------ RECORDS SUPPLIED

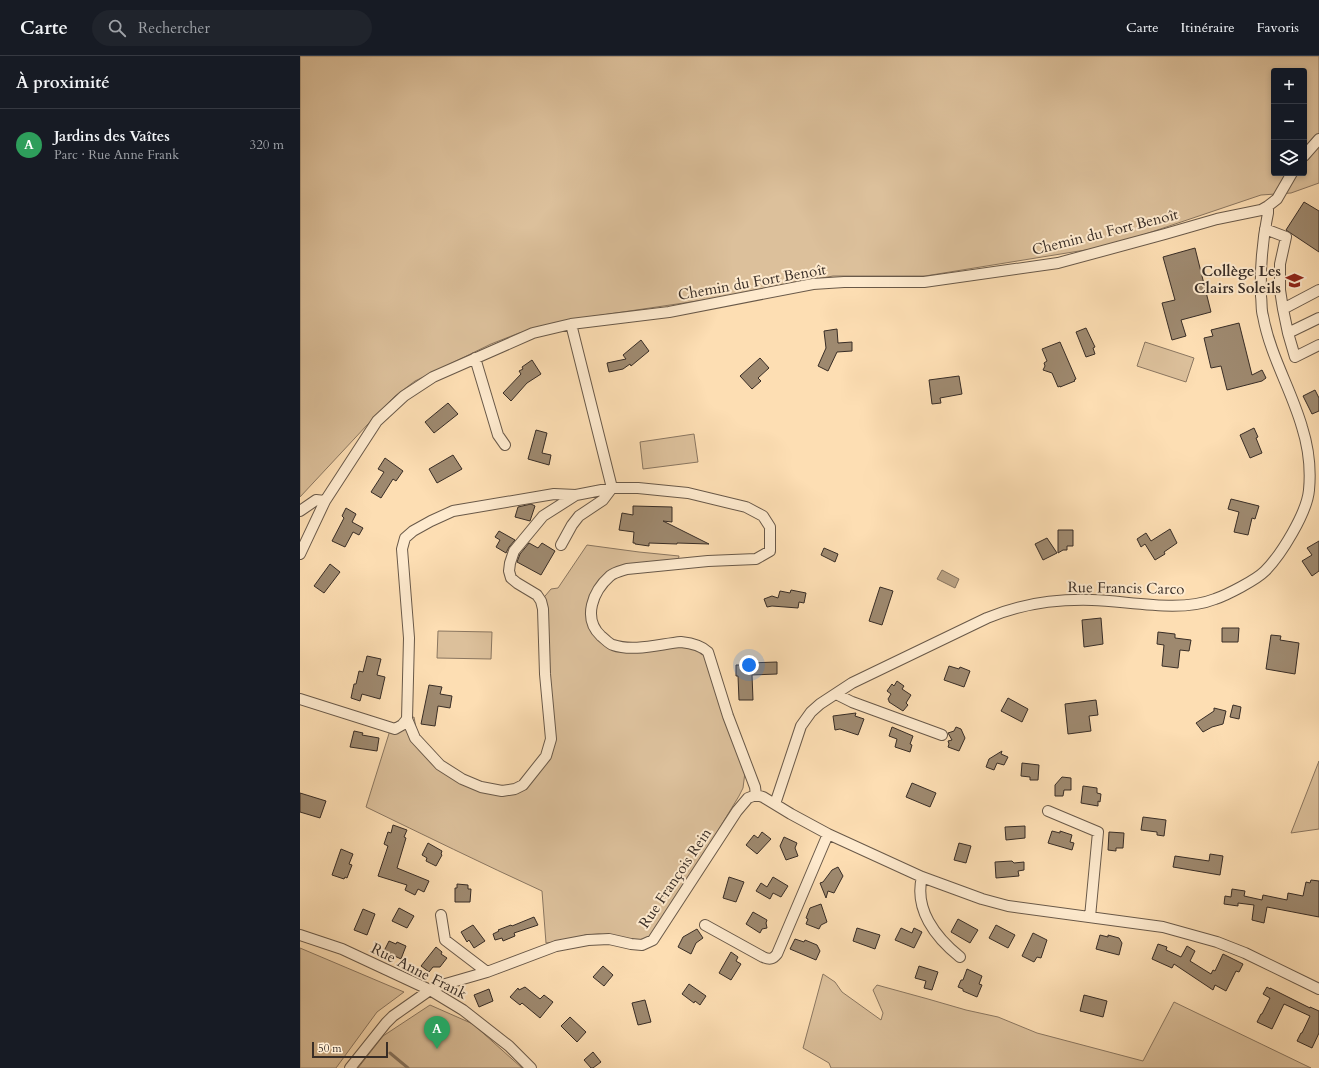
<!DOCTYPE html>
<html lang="fr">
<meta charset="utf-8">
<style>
:root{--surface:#171b24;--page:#20242c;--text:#f1f3f6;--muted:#9ea1a6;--line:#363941;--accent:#c59692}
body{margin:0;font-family:Cardo,serif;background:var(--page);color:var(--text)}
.controls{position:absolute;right:12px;top:12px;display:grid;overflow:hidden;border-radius:4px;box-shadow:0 2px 6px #0003}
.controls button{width:36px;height:36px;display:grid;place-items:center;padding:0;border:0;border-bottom:1px solid var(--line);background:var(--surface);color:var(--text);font:20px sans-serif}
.scale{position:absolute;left:12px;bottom:10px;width:76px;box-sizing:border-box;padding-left:4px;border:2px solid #382d26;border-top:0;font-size:11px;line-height:14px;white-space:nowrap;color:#382d26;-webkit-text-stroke:3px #feeace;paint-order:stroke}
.you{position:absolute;left:449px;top:609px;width:14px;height:14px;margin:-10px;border:3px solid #fff;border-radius:50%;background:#1a73e8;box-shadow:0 0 0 6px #1a73e833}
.badge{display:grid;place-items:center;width:26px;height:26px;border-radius:50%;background:var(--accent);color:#fff;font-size:13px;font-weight:700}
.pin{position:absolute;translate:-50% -33px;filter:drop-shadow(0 1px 2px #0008)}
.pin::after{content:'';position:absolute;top:21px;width:14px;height:12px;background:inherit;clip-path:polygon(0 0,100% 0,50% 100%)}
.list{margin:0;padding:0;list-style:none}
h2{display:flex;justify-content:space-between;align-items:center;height:52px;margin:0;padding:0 16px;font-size:17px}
h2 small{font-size:13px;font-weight:400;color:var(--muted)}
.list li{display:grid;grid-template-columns:26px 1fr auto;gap:12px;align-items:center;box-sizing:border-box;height:72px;padding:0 16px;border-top:1px solid var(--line)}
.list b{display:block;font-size:15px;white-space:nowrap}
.list p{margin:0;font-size:13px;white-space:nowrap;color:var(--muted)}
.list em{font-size:13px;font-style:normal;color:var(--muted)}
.icon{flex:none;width:22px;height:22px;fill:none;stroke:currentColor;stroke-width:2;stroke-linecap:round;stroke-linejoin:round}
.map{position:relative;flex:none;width:1019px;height:1012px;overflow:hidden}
header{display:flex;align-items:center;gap:24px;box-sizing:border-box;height:56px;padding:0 20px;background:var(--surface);border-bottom:1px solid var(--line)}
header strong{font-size:19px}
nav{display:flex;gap:22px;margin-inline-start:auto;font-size:14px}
.search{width:280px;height:36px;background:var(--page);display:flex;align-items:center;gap:10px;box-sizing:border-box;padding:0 14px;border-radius:22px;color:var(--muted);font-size:15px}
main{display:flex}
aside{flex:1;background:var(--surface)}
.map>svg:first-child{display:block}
</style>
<header>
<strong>Carte</strong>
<div class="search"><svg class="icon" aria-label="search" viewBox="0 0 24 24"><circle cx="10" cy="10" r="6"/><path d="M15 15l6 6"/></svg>Rechercher</div>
<nav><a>Carte</a><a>Itinéraire</a><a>Favoris</a></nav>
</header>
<main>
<aside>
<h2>À proximité<small></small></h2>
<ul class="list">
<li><span class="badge" style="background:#2e9e5b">A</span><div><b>Jardins des Vaîtes</b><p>Parc · Rue Anne Frank</p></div><em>320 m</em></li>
</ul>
</aside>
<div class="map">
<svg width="1019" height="1012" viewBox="0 0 1019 1012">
<rect width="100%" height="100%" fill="#fddeb3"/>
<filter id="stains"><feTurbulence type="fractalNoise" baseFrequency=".005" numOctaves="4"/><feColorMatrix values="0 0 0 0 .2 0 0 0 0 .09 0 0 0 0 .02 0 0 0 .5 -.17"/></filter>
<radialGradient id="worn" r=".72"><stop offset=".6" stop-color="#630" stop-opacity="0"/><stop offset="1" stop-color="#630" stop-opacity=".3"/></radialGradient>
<path fill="#dcc09b" stroke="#8a7660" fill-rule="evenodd" d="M0 0H1019V127L991 137 961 139 810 190 625 220H533L411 243 275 263 219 277 191 288 115 325 95 340 82 353 0 441ZM974 15H1004V117H974Z
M845 286 894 302 886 326 837 310Z
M394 378 398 406 343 413 340 386Z
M287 489 339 496 379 500 378 505 316 514 288 550 309 591 388 589 403 598 406 602 445 716 443 732 439 740 350 886 299 878 285 879 270 884 246 887 242 835C183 808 124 779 66 751L92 668 114 661 116 672 119 679 147 710 158 717 190 732 227 730 238 718 249 686 240 546 251 533 258 532Z
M138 575 192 576 191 603 137 602Z
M1019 705V773L991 777Z
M0 892 104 936 77 956 36 1012H0Z
M523 918 535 926 542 936 581 964 583 957 573 934 577 929 628 943 666 954 698 961 737 977 843 1005 874 946 1011 1012H531L529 1007 503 992Z
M130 949 173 968 222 1012H58L83 980Z"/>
<path fill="#baa283" stroke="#86735e" d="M642 514 659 523 655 532 637 523Z"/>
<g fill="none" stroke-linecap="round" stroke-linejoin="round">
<path stroke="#86735e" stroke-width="3" d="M90 997 108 1012"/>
</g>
<path fill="#9e896f" stroke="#382d26" d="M1004 146 1019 155V196L986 174Z
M895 192 911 256 881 264 886 280 872 284 862 247 875 244 863 201Z
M939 267 952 319 962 314 966 322 962 325 927 334 921 310 911 312 904 282 913 280 911 274Z
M786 272 795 291 793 292 795 298 786 301 776 276Z
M537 273 538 287 552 286V295L537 296 528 315 518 310 526 292 524 275Z
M341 284 349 295 331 310 330 308 323 313 309 316 307 307 326 303 323 299Z
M760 286 776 323 774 324 775 325 760 331V330L758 331 752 317 743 314 745 310 744 307 747 305 742 293Z
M460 302 469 312 458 322 461 325 452 333 440 320Z
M232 304 241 318 227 327 211 345 203 337 221 318 219 315 223 313 222 311Z
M659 320 662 338 640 342 641 347 632 348 629 324Z
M1015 334 1019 342V355L1012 358 1003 340Z
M148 347 158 358 134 377 125 366Z
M954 372 958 381 956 382 962 397 950 402 940 379Z
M236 374 247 377 242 397 251 399 249 409 228 403Z
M153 399 162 413 137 427 129 413Z
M85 402 103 415 96 425 93 423 81 442 71 436 84 416 78 413Z
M931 443 959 450 955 463 952 462 948 479 934 476 939 456 928 453Z
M231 448 235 450 230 465 215 461 218 451Z
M333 450 372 451V466L363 465 409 488 377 487V488L349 487V490L335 488V487H333L334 476 319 474 322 457 333 459Z
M46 452 56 458 52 466 63 472 59 479 53 476 45 491 32 485 44 462 42 460Z
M870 473 877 487 864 496 865 498 855 504 845 488 841 491 837 483 846 477 851 485Z
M758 474H773V490H767V494H763L758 497Z
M199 475 215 484 209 491 206 497 196 491 200 484 195 481Z
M747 482 757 497 743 504 735 488Z
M1019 485V515L1012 520 1002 505 1012 499 1007 492Z
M229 487 238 492 242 487 255 495 241 519 217 506 220 498Z
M524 492 538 498 535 506 521 499Z
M30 508 40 516 24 537 14 530Z
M580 531 593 535 582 569 569 565Z
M491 534 506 537 504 547 499 546 498 552 472 550 467 551 464 543 472 540 478 542 480 535 490 537Z
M801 562 803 588 784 591 782 564Z
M922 572H939L938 586H922Z
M858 576 875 578V582L891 584 889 595 880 594 878 612 862 610 864 589 857 588Z
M971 579 981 580 980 584 999 587 995 618 966 613Z
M67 600 81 603 77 619 85 621 80 643 62 638 60 645 51 642 54 628H56L59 615 63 616Z
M477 606V618L452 619 453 644H439L438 620H436V609H448V607Z
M649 610 659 613 660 611 670 615 664 631 644 624Z
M597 625 604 630 602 633 611 639 606 647 608 649 603 655 589 646V645L588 643 591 638 587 635 592 628 594 630Z
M129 629 142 631 140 638 152 640 150 652 138 650 135 670 121 668Z
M708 642 728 653 722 666 701 655Z
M796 644 798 659 789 660 791 675 768 678 765 648Z
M933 649 941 651 939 663 930 661Z
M914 652 926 655 923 668 912 671 903 676 896 667 914 655Z
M556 657 555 660 564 663 558 679 540 673 535 674 533 660Z
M592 671 613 680 610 688 612 689 610 696 595 691 597 683 589 680Z
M656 671 661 673 665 682 659 695 648 691 649 688 648 685 652 684 648 677 654 675Z
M54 675 63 677 62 679 79 682 77 695 50 691Z
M702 695 701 698 708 701 704 709 697 707 694 714 686 711 689 703Z
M722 707 739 709 738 724H730V721L721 720Z
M762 721 771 722V734H764L763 740H755V729Z
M612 727 636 737 630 751 606 741Z
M783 730 797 732V737L801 738 800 746 798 745V750L781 747Z
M0 737 26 745 20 762 0 756Z
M843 761 866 764 864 780 857 779V776L841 774Z
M93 769 107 774 104 781 106 782 97 812 129 825 124 836 118 833 115 839 105 834 107 829 78 820 88 790 84 788 88 776 91 777Z
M725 770V782L706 784 705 771Z
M752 775 760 777V775L772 779 770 786 774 787 772 794 748 787Z
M462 776 471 783 457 798 446 789 454 779 458 782Z
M809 776 824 777 823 792H816V795L808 794Z
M484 781 497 787 495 792 498 800 486 804 480 790Z
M128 787 142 795 141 798 142 799 136 810 126 805 127 802 122 799Z
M659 787 671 790 666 807 654 804Z
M41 793 53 798 49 808 52 809 47 822 45 821 44 823 32 819Z
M910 798 923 800 920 819 873 811 875 800 909 805Z
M712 805 714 807 724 806V814L718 815 719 820 696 822 695 806Z
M538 811 543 820 534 837 528 835 526 842 520 827 523 826 532 814Z
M429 821 444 826 436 846 423 842Z
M473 821 488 830 481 841 473 837 470 843 456 835 461 827 467 831Z
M1011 824 1019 825V861L967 851 964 867 952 864 954 849 938 847V850L924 848 925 840 931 841 932 833 945 835 944 840 962 844 963 839 987 844 988 837 1003 840 1006 826 1010 827Z
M157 828 168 829V833H171L170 846H155V832H157Z
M521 848 527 866 521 869 519 873 506 868 508 863 506 862 510 852Z
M99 852 114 860 107 872 92 865Z
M63 853 75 858 67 879 54 874Z
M453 856 467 864 466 867 467 872 462 873 460 877 446 868Z
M234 861 238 869 214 877 215 880 203 885 202 882 195 884 193 878 199 875 198 874 211 869 212 870Z
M658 863 678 874 670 887 651 876Z
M173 869 185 885 174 892 169 884 167 886 161 876Z
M696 869 715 879 708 892 689 882Z
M557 872 580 879 575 893 553 885Z
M601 872 612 877 614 872 622 876 614 892 595 884Z
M397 873 403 882 396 887 391 898 378 891 383 881Z
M733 877 747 884 741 902 737 901 734 906 722 900Z
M800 879 808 881V879L819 882 822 887 819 899 796 893Z
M495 883 504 886 505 884 517 889 520 895 516 904 490 893Z
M89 885 96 888 97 886 106 890 101 903 84 895Z
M858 888 867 891 866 894 881 901 887 890 895 895 890 905 911 918 913 914 915 915 923 898 943 908 939 916 936 915 926 935 915 929 913 934 874 908 872 912 852 903Z
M136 891 142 896 141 898 147 902 140 911H133L129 916 121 910Z
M431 896 438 901 436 905 441 908 431 924 419 917Z
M303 910 313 919 304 930 293 921Z
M619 910 638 916 632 934 624 932 626 925 615 922Z
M667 913 682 920 679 928 682 929 677 941 663 935V933L658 931 661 924H663Z
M389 928 406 940 400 949 395 945 394 947 382 938Z
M225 931 240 943 244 939 253 946 240 962 222 947 220 949 210 941 218 932 219 934Z
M967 931 970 933V932L1010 952V951L1019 955V977L1012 992 997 985 1001 977H1002L1010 960 984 948 972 973 957 966 961 958H962L970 942 963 938Z
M189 933 193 945 179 951 174 939Z
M784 939 807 945 803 961 780 955Z
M345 944 351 966 338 969 332 947Z
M270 961 286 976 277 986 261 970Z
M293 996 301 1006 293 1012H291L284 1004Z"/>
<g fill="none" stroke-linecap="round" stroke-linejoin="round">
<defs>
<path id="minor" d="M1004 100 1019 83
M965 173 986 181 980 208V234L983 253
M1019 262 988 277 995 301 1019 289
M988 277 983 253 1019 234
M175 302 198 379 205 389
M0 455 16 444 25 445
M261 489 272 469 279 460 303 444 312 432 271 268
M0 498 25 445 77 365 104 340 133 321 233 277 271 268 369 256 513 228 544 226H624L758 207 865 178 917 163 961 154 968 150 977 143 992 117
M536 638 552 646 642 679
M0 643 95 673 102 669 107 663 109 582 102 493 105 482 113 475 131 465 153 455 254 438 276 439
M107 663 115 682 140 709 162 723 181 731 202 735 215 733 223 729 246 700 251 683 245 618 243 553 241 545 237 539 217 527 211 522 209 515 210 507 214 495 243 460 276 439 312 432H338L388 437 446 451 463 460 470 471V495L456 503 408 505 327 513C321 515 315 516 310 520 293 535 282 562 301 580 305 583 309 588 313 589 333 596 360 588 381 586 390 587 401 589 408 596L428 660 455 731 456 739
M456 739 463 741 491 758 528 778 622 821 682 843 708 850 863 871 917 886 945 897 1019 933
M475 748 501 670 511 656 520 648 552 627 687 562C720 548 756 543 792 544 829 545 880 557 915 543 927 539 956 524 965 515 981 499 1007 457 1009 434 1011 413 1008 390 1002 371 991 333 970 299 963 260 961 254 962 247 961 240 960 210 962 186 968 157V150
M748 755 798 776 790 861
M622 821C614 853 635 881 660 901
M141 859 145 884 187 916
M405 869 463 901C470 904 473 903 477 898L528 778
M0 879 42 893 130 934 163 954 209 990 231 1012
M50 1012 86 967 93 960 130 934 142 929 187 916 256 890 288 884 309 883 331 888 342 889 353 884 437 755 448 742 456 739"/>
</defs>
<use href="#minor" stroke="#695949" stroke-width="12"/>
<use href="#minor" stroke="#feeace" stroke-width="10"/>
</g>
<defs>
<symbol id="school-bare" viewBox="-9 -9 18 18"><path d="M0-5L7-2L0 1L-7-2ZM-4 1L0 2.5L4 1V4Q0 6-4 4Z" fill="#8f2418" stroke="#feeace" stroke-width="2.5" paint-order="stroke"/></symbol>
</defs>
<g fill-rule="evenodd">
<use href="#school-bare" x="982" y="212" width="25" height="25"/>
</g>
<g text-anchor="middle" stroke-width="4" stroke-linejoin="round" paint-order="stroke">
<g font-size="15" fill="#382d26" stroke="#feeace">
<text transform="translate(805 176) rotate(-14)" y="5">Chemin du Fort Benoît</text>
<text transform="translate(452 226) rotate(-10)" y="5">Chemin du Fort Benoît</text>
<text transform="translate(826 532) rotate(1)" y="5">Rue Francis Carco</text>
<text transform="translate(375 822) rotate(-56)" y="5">Rue François Rein</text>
<text transform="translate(119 915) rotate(27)" y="5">Rue Anne Frank</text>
</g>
<g font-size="15" font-weight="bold" fill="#382d26" stroke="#feeace" text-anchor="end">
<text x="981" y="220">Collège Les<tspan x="981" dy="17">Clairs Soleils</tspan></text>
</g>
</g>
<rect width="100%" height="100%" filter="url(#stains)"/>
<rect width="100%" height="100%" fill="url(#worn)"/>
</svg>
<div class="controls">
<button>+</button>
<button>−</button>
<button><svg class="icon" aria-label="layers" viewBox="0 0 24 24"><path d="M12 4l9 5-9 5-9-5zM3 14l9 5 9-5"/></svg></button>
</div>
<div class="scale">50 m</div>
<div class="you"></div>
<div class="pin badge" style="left:137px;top:993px;background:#2e9e5b">A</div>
</div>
</main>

------------

WHAT TO DO =
Every line of the data that includes the word "place" should be copied.

RESULT FOR THIS TASK =
.controls button{width:36px;height:36px;display:grid;place-items:center;padding:0;border:0;border-bottom:1px solid var(--line);background:var(--surface);color:var(--text);font:20px sans-serif}
.badge{display:grid;place-items:center;width:26px;height:26px;border-radius:50%;background:var(--accent);color:#fff;font-size:13px;font-weight:700}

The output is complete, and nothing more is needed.